2018.07.Banteay-Prieb-students-prepare-food-for-the-cafeBanteay Prieb, the Jesuit vocational training centre in Cambodia, has opened a café managed and staffed by young people with intellectual disabilities. The café provides these young people with practical skills that can help earn a living.

The café serves traditional Cambodian coffee and tea, and Khmer breakfast and lunch menus. It also offers typical Italian coffees, such as espresso, Americano, cappuccino and latte, fruit smoothies and juices. It was built with funding support from the Korean Jesuit NGO Joy of Sharing Foundation and inaugurated on July 2.

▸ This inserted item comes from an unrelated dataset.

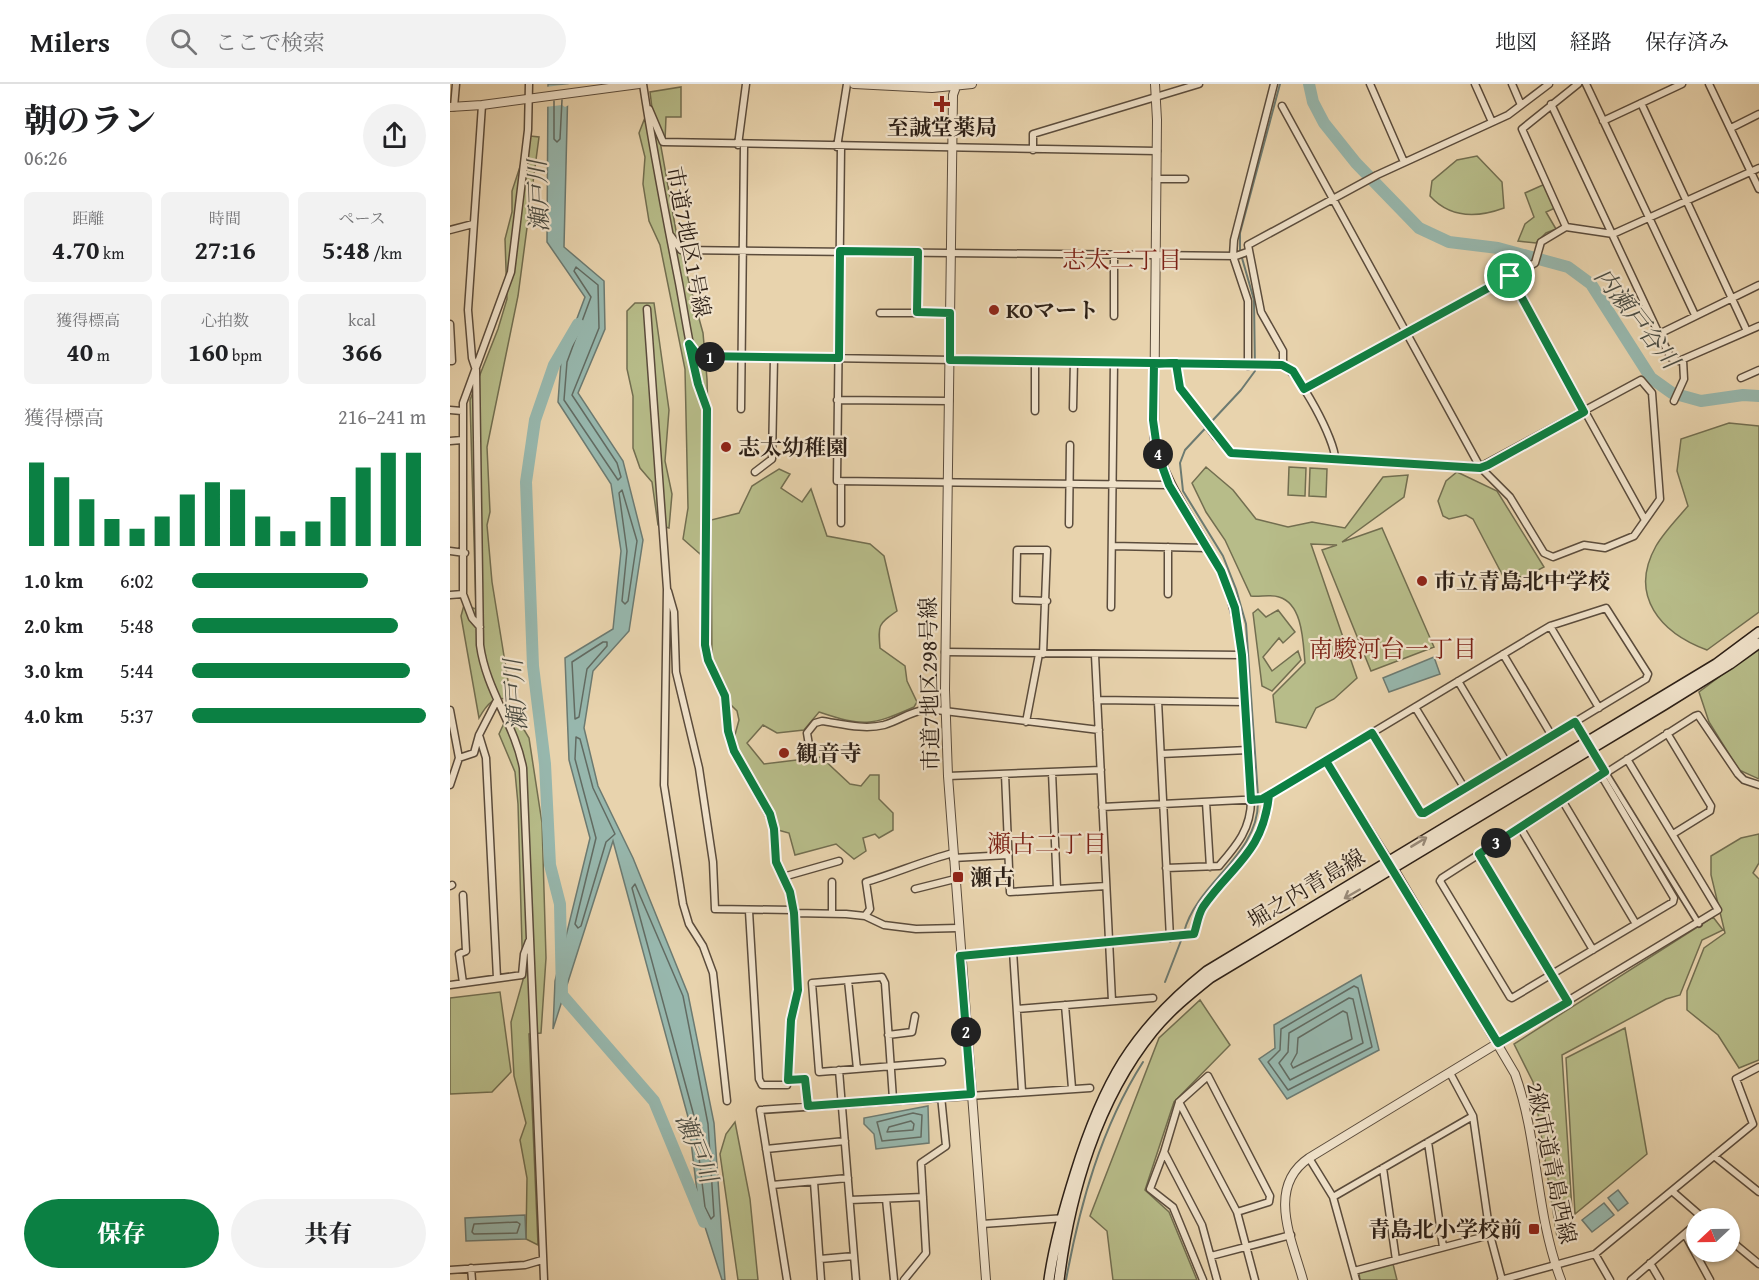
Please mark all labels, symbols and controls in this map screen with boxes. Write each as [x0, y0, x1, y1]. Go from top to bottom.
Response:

“We hope that after they finish the Banteay Prieb café training, our students will become more financially independent. After the training they can start a small business to support themselves and their family,” said Phalla Kim, Special Education Programme Manager at Banteay Prieb.

Banteay Prieb (Home of the Dove) began its Special Education Programme in 2015 to help young people with intellectual disabilities who are often at risk of social exclusion. “These are persons who suffer great neglect back home and in their villages,” said Br Noel Oliver SJ, who was part of the original team that set up Banteay Prieb in 1990 to help landmine victims and those affected by polio.

In the years that have followed, the number of people with physical disabilities has greatly declined and a number of the centre’s students now are accident victims. The fewer number of physically disabled students inspired Banteay Prieb to expand its services to helping people with intellectual disabilities.

The Special Education Programme has 14 students whose intellectual disabilities include mental retardation, autism, epilepsy, Down syndrome, spasticity and cerebral palsy. The curriculum combines practical life skills with vocational skills training to help the students become independent and self-reliant.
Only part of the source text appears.